#### What this task involves
In the listing below, a line holding "display:flex; justify-content:space-between; align-items:center;" and a line holding "display:grid; grid-template-columns:32px 1fr" mark the range. Retype both exactly, with all lines between them.

---------- Records provided ----------

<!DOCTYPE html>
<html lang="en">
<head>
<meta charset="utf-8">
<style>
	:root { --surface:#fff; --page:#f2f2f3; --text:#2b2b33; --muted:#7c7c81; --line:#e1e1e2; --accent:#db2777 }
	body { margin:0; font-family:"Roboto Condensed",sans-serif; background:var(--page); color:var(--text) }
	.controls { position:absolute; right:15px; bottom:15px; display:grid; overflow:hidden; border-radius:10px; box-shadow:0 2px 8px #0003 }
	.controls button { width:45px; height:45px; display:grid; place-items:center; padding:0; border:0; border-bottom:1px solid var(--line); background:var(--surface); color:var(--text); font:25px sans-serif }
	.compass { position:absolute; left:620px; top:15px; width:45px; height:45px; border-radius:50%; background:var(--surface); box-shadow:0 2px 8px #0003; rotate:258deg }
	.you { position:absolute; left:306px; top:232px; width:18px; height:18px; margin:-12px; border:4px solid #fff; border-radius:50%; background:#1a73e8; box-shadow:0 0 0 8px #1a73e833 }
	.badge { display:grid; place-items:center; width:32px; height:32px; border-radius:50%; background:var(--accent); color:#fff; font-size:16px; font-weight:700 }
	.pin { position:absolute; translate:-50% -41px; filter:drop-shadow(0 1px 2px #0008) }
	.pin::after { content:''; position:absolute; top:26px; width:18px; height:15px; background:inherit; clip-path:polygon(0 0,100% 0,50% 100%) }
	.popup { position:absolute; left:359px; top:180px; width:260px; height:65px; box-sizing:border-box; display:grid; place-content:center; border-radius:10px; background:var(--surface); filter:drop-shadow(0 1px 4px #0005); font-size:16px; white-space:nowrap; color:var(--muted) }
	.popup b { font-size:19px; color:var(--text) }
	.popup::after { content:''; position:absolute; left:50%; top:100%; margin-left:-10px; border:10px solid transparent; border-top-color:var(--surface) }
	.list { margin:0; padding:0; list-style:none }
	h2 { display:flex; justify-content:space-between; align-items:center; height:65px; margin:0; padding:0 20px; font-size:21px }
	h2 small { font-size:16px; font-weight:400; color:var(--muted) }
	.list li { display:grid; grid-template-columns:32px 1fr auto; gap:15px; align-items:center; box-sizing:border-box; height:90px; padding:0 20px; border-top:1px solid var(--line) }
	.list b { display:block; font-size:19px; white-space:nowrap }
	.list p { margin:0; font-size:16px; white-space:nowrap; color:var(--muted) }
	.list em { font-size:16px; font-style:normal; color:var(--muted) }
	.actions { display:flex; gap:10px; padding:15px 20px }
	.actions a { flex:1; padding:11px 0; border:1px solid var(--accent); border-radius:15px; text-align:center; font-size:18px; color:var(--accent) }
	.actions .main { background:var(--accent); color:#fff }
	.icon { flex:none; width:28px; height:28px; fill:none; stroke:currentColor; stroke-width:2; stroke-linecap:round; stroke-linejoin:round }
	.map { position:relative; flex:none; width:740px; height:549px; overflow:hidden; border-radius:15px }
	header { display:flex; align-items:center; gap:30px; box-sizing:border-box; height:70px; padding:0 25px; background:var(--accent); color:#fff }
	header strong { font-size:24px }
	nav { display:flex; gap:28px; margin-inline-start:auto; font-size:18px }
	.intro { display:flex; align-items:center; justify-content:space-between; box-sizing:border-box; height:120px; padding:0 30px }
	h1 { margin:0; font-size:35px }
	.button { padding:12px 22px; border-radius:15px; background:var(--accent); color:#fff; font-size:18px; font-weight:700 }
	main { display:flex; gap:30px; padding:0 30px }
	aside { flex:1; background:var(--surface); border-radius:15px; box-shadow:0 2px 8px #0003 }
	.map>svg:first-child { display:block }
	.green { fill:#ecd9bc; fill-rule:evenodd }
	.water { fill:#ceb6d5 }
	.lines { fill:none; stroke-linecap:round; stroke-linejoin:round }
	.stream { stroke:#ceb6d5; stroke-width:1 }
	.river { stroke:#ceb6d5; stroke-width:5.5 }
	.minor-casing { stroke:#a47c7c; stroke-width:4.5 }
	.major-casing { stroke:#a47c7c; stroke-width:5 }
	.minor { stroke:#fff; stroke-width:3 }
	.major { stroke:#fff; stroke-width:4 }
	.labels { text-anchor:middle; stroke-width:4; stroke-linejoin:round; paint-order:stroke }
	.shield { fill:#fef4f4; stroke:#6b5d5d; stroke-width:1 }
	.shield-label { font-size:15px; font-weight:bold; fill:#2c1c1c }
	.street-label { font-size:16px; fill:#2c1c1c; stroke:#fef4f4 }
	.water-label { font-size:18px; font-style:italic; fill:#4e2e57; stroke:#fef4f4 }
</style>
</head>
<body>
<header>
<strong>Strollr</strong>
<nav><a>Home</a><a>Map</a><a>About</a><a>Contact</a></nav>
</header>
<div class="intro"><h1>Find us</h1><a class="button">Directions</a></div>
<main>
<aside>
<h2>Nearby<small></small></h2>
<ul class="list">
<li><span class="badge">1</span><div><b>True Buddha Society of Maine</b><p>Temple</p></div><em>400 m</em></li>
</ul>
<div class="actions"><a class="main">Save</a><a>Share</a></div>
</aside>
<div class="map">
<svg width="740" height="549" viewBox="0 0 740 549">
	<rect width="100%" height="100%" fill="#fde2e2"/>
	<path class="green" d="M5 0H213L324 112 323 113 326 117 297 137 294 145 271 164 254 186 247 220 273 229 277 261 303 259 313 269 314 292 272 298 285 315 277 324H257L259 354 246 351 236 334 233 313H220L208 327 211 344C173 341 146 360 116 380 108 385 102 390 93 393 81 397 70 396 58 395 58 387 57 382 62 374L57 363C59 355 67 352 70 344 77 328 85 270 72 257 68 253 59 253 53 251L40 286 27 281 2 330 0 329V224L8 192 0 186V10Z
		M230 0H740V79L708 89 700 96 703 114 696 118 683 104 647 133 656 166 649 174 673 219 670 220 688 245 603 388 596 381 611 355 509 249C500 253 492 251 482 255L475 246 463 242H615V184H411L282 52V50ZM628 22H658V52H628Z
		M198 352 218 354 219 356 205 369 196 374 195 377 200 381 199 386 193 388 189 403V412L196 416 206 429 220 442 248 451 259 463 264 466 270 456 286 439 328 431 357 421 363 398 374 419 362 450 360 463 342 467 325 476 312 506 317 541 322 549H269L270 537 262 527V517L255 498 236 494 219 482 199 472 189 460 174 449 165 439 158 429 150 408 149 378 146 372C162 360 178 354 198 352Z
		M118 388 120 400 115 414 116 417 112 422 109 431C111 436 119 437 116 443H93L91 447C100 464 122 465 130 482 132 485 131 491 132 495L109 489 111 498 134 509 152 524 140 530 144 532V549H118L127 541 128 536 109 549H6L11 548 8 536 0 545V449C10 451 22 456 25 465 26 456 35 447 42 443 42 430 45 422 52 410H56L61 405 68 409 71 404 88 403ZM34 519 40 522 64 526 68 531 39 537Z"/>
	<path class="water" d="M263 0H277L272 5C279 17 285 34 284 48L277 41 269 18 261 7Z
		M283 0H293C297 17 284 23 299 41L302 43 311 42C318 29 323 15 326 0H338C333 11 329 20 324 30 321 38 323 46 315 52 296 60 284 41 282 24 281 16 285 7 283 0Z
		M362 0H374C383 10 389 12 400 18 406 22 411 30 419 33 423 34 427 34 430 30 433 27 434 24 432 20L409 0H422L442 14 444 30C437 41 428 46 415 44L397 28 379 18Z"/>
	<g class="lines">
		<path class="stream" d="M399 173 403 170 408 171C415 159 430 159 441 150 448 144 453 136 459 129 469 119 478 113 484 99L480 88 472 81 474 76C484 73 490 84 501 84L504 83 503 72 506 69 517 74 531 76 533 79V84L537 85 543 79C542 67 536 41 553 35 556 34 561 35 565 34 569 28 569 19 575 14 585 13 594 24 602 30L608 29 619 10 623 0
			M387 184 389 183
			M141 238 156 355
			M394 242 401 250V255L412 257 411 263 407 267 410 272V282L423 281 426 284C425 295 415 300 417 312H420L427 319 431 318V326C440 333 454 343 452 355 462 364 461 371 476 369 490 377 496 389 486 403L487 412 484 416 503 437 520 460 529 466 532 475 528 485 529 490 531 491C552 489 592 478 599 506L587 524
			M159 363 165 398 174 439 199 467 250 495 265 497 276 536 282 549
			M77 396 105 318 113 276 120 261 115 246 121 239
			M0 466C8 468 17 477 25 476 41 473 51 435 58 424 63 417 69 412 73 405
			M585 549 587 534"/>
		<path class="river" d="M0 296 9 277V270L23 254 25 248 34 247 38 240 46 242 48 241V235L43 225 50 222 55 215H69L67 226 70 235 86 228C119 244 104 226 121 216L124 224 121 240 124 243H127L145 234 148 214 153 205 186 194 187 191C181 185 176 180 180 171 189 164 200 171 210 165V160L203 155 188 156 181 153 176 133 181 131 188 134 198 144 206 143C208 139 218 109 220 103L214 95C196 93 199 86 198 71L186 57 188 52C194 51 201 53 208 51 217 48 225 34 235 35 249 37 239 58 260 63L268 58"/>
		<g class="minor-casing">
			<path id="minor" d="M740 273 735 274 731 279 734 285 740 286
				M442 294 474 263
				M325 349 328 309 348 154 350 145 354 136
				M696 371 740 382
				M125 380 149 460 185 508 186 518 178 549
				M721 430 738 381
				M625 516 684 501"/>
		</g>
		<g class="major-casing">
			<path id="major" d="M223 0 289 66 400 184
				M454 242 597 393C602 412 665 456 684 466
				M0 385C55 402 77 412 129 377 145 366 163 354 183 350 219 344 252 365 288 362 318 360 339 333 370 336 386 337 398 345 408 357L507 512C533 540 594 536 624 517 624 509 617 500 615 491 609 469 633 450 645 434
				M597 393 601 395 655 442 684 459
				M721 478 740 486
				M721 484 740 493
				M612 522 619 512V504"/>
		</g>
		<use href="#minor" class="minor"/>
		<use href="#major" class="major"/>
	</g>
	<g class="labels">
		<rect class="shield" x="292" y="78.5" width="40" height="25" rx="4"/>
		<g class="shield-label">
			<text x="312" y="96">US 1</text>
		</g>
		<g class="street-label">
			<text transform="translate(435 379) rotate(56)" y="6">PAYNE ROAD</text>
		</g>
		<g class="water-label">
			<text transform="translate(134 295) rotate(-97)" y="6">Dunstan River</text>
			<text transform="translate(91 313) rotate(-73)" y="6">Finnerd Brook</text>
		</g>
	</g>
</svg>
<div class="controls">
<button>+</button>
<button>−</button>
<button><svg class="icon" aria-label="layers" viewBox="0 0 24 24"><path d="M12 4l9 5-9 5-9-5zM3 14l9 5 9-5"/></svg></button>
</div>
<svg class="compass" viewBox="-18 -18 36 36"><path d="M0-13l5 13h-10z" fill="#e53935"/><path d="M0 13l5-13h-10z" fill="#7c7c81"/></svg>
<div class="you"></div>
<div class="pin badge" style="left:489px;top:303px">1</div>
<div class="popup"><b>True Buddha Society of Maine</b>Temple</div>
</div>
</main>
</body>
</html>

----------

#### Your response
	h2 { display:flex; justify-content:space-between; align-items:center; height:65px; margin:0; padding:0 20px; font-size:21px }
	h2 small { font-size:16px; font-weight:400; color:var(--muted) }
	.list li { display:grid; grid-template-columns:32px 1fr auto; gap:15px; align-items:center; box-sizing:border-box; height:90px; padding:0 20px; border-top:1px solid var(--line) }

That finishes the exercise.